L’infrastructure actuelle

Dans les années 90, la croissance démographique explose sous les effets conjugués d’une diminution de la mortalité infantile et de l’allongement de l’espérance de vie. L’instabilité politique est quasi générale. L’Afrique est alors souvent vue comme un continent de guerres, de famines et d’extrême pauvreté. Les investissements sont très faibles. Mais, à partir de l’an 2000, les choses changent.

Les chiffres de l’évolution du produit national brut par habi­tant, en Afrique Subsaharienne, illustrent clairement cette évolution (source Banque Mondiale):

 

Année

 

1996

2002

2007

2012

2014

 

$/Capital

 

559

486

986

1543

1638

Le régime intermittent des pluies et la géographie des lieux obligent à construire de larges réservoirs dont le remplissage peut demander plusieurs années avec souvent un ratio puissance/énergie médiocre. La fonction irrigation accompagne en général la production d’électricité. La Chine joue un rôle très actif dans le domaine du développement de l’hydroélec-tricité, notamment en Éthiopie.

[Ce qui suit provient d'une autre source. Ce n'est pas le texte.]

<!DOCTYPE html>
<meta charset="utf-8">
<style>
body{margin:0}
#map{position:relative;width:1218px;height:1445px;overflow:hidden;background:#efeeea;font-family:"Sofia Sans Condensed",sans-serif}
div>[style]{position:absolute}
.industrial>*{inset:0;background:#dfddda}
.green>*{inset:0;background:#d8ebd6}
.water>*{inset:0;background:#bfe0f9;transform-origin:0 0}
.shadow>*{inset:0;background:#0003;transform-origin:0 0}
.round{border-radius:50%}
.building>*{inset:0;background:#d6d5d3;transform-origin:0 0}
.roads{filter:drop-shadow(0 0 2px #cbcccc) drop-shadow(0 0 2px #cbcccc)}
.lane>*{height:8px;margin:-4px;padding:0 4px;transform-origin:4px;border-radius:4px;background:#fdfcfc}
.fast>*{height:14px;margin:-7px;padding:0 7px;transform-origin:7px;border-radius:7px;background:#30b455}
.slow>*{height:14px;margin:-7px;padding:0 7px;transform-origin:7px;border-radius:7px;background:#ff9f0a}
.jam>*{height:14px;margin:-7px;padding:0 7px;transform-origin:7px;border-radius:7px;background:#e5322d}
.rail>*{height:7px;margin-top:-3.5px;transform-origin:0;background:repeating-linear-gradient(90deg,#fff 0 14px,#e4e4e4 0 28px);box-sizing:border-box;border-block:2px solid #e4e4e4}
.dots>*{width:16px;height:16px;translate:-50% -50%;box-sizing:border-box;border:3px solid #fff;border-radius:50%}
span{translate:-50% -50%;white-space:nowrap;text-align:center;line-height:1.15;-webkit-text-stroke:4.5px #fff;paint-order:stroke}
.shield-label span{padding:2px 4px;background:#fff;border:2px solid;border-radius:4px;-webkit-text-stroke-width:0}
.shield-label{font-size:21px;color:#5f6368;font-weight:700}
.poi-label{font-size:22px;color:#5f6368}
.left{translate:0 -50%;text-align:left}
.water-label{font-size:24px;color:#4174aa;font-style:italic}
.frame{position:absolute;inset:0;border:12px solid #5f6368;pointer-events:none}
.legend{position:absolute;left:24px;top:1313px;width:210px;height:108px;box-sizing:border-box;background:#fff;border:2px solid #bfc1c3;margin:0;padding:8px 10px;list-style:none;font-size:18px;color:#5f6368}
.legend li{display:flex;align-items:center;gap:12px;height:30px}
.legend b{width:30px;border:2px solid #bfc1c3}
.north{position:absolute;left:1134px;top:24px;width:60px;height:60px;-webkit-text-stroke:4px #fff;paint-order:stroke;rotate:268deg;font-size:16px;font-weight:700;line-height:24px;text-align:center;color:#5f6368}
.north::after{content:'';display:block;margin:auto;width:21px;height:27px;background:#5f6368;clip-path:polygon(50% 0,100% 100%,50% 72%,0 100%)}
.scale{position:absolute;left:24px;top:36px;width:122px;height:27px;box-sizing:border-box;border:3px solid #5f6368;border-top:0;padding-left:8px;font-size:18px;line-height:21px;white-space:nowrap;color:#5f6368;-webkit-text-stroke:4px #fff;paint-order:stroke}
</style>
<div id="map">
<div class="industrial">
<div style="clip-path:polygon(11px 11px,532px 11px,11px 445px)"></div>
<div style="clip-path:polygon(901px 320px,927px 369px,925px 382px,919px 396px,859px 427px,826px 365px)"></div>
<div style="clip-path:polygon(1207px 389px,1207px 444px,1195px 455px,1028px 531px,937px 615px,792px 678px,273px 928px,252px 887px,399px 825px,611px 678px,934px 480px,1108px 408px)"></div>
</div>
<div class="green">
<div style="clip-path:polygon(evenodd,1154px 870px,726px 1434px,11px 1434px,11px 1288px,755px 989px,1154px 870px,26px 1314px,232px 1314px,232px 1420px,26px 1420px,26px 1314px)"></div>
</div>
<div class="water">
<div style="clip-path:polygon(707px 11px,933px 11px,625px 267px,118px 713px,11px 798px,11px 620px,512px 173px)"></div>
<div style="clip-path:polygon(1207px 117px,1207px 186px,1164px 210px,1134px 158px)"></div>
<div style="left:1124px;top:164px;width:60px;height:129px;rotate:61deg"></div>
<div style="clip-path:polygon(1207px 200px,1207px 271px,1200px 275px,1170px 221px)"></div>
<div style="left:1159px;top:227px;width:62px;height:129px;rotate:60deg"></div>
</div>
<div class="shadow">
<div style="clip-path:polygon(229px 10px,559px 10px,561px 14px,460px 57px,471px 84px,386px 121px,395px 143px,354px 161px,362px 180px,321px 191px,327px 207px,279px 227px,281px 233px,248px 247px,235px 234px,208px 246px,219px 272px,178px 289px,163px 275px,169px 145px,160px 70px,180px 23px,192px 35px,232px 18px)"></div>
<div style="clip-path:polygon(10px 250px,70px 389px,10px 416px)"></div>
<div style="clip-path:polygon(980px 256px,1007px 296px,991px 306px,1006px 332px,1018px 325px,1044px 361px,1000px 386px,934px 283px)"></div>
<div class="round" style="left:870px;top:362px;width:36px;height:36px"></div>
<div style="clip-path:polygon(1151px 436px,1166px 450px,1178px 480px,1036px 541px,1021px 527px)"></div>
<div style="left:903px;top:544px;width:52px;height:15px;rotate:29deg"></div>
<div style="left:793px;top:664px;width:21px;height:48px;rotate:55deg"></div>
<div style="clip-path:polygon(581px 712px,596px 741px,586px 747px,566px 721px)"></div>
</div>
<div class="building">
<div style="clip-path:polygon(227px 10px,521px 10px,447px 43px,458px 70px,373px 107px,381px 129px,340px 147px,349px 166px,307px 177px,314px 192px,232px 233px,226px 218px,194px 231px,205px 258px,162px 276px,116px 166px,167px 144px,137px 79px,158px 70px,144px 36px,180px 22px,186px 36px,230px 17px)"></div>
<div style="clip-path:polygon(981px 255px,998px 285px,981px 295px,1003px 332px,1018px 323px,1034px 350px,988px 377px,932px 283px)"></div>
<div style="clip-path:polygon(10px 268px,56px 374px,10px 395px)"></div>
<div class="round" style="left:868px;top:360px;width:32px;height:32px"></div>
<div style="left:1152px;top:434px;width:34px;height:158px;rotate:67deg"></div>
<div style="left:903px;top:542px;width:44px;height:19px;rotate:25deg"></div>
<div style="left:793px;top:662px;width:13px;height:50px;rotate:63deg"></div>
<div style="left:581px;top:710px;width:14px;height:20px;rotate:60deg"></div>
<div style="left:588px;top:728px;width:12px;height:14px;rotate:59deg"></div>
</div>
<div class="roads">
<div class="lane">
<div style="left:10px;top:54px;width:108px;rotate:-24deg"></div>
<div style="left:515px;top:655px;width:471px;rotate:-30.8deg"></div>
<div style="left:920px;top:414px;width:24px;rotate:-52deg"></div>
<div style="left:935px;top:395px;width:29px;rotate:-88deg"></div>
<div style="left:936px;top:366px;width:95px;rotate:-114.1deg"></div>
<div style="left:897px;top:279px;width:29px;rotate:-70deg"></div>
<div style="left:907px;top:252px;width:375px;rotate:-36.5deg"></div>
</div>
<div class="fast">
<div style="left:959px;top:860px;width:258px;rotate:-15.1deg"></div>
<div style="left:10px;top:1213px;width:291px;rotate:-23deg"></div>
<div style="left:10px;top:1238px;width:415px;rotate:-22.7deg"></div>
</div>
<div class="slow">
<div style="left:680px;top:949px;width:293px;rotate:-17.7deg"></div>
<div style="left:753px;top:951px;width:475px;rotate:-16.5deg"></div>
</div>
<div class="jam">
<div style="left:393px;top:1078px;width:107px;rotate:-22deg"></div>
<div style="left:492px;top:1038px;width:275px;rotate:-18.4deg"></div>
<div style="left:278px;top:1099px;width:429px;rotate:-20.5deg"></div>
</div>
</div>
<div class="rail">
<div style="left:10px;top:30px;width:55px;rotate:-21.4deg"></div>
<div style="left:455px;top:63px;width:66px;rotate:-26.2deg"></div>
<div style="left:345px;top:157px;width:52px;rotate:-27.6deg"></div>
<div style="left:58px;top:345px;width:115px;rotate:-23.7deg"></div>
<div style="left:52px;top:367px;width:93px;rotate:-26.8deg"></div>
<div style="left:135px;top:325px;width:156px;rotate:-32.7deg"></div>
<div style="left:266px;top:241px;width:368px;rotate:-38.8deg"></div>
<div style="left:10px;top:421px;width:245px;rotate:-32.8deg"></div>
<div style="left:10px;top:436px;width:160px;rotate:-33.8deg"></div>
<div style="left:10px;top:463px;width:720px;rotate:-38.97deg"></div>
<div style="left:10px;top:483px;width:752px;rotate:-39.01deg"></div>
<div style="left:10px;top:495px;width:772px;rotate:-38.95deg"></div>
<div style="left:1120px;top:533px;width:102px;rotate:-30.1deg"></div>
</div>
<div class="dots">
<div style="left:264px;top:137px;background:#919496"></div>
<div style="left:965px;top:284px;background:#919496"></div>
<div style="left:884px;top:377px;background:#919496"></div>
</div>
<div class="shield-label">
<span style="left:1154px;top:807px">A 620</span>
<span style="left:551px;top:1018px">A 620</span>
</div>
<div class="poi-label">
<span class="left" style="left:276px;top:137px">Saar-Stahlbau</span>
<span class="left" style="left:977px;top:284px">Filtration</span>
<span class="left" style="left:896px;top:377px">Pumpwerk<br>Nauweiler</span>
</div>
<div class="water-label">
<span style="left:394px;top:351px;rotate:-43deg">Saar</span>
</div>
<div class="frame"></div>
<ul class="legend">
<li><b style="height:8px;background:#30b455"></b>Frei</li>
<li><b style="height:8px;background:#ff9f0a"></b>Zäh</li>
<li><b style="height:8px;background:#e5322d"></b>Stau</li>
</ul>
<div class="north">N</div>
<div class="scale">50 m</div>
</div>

L’infrastructure existante comprend des ouvrages anciens ainsi que des réalisations plus récentes datant de l’expansion économique depuis 2000. Certains ouvrages sont en démar­rage ou en construction. Parmi les ouvrages anciens, d’importants barrages existent depuis les années 60-70. Sur le Zambèze, les barrages Kariba et Cahora ont des capacités de 1 500 et 2 000 MW. En Afrique de l’Ouest, les premiers équi­pements du Congo, Inga 1 et Inga 2 (1.424 MW) datent des années 70. Au Ghana, sur la rivière Volta, le barrage Akosombo de 1.020 MW date des années 60. Au Cameroun, l’équipement de la rivière Sanaga est aussi ancien. Ces deux derniers projets avaient comme fonction une alimentation d’une usine d’aluminium.

Le réseau de distribution est sous-développé et il nécessite d’importants investissements multinationaux où le rôle d’une gouvernance des États est essentiel. On parle de coûts supérieurs à 300 milliards de dollars pour atteindre 80% de la population.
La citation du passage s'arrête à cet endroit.